U.S. Senator Ben Cardin, a senior member of the Senate Environment and Public Works Committee, and Chris Van Hollen, a member of the Senate Appropriations Committee, and Congressmen Steny Hoyer, Dutch Ruppersberger, John Sarbanes, Kweisi Mfume, Anthony Brown, Jamie Raskin, and David Trone (all D-Md.) announced that Maryland has received $144,181,000 for fiscal 2022 from the Infrastructure Investment & Jobs Act they voted to enact to modernize the state’s water infrastructure and deliver safe, clean water to communities.
This funding, administered through the U.S. Environmental Protection Agency, can be used to support projects that put Marylanders to work in good-paying jobs and promote healthy communities.

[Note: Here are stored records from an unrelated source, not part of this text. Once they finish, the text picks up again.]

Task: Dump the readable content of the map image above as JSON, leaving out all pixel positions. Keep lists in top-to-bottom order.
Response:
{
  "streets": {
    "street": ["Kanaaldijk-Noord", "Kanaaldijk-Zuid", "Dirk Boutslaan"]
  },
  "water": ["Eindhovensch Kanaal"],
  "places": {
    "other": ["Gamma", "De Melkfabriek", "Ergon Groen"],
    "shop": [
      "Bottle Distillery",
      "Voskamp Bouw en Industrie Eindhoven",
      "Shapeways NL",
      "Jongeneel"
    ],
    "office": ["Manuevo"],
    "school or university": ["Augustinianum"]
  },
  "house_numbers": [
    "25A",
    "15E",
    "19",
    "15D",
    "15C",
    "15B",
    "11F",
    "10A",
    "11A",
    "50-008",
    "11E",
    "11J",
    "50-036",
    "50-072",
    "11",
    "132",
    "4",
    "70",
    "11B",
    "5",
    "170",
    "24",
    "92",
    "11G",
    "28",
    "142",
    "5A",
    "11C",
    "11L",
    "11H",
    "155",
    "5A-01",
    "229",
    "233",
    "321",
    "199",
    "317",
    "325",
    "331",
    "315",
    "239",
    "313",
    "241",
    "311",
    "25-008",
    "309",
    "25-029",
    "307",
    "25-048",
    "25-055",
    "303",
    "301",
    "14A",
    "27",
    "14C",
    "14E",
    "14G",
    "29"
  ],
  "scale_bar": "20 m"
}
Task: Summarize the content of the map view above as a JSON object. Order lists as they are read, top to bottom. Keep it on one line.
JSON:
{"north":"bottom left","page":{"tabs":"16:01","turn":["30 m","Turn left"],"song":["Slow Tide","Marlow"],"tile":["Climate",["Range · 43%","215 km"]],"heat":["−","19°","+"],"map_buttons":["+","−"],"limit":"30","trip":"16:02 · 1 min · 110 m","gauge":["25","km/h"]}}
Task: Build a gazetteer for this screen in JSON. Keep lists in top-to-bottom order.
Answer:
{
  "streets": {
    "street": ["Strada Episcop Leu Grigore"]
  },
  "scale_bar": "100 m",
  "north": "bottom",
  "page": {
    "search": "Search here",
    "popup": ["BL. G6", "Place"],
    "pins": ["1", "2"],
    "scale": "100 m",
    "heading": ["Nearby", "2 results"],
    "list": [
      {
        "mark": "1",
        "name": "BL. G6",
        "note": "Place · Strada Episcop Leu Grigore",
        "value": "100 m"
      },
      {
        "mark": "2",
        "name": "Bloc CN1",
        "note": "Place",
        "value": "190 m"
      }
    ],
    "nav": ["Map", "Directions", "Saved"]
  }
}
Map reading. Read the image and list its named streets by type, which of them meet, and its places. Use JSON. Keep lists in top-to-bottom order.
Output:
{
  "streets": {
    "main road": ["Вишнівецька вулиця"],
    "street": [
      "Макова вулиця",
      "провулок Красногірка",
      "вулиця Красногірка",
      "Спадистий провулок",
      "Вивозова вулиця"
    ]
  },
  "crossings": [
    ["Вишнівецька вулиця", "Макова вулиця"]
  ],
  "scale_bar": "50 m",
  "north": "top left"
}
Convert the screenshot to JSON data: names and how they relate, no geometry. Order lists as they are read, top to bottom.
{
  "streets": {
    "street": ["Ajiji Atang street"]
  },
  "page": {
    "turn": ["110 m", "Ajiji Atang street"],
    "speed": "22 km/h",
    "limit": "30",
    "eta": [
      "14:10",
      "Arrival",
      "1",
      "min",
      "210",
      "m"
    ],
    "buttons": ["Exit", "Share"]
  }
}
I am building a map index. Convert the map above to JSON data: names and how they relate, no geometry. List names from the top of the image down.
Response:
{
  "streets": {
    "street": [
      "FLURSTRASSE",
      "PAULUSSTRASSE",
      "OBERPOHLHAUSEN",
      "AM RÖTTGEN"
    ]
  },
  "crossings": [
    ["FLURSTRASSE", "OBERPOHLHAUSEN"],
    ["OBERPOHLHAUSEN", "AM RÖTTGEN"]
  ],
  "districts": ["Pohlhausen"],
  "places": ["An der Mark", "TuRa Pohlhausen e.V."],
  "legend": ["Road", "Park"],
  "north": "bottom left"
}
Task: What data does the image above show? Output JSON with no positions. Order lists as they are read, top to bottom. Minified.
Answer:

“Clean water is foundational to life and our economy in Maryland,” the lawmakers said. “That’s why we fought to pass the infrastructure modernization bill and deliver these historic water infrastructure investments to help bring safe drinking water to our communities, modernize critical stormwater and sewer systems, and protect the health of the Chesapeake Bay ― while supporting good-paying jobs across our state. We will continue working to ensure every Marylander has access to safe drinking water and to provide our communities with the resources they need.”
This funding can be used to:
- Deliver safe drinking water by replacing lead service lines and ensuring water is rid of lead and other contaminants; and
- Ensure clean water for communities by upgrading wastewater and stormwater management systems that are critical to safely returning used water to the environment, enabling more people to swim, fish, and play in cleaner and healthier waters.
The Infrastructure Investment & Jobs Act, signed into law last month by President Biden, will provide more than $7 billion over five years in federal funding directly to Maryland to improve roads and bridges, public transit, water infrastructure, broadband Internet and more. The lawmakers fought to ensure passage of this crucial law in order to bring key investments to Maryland communities.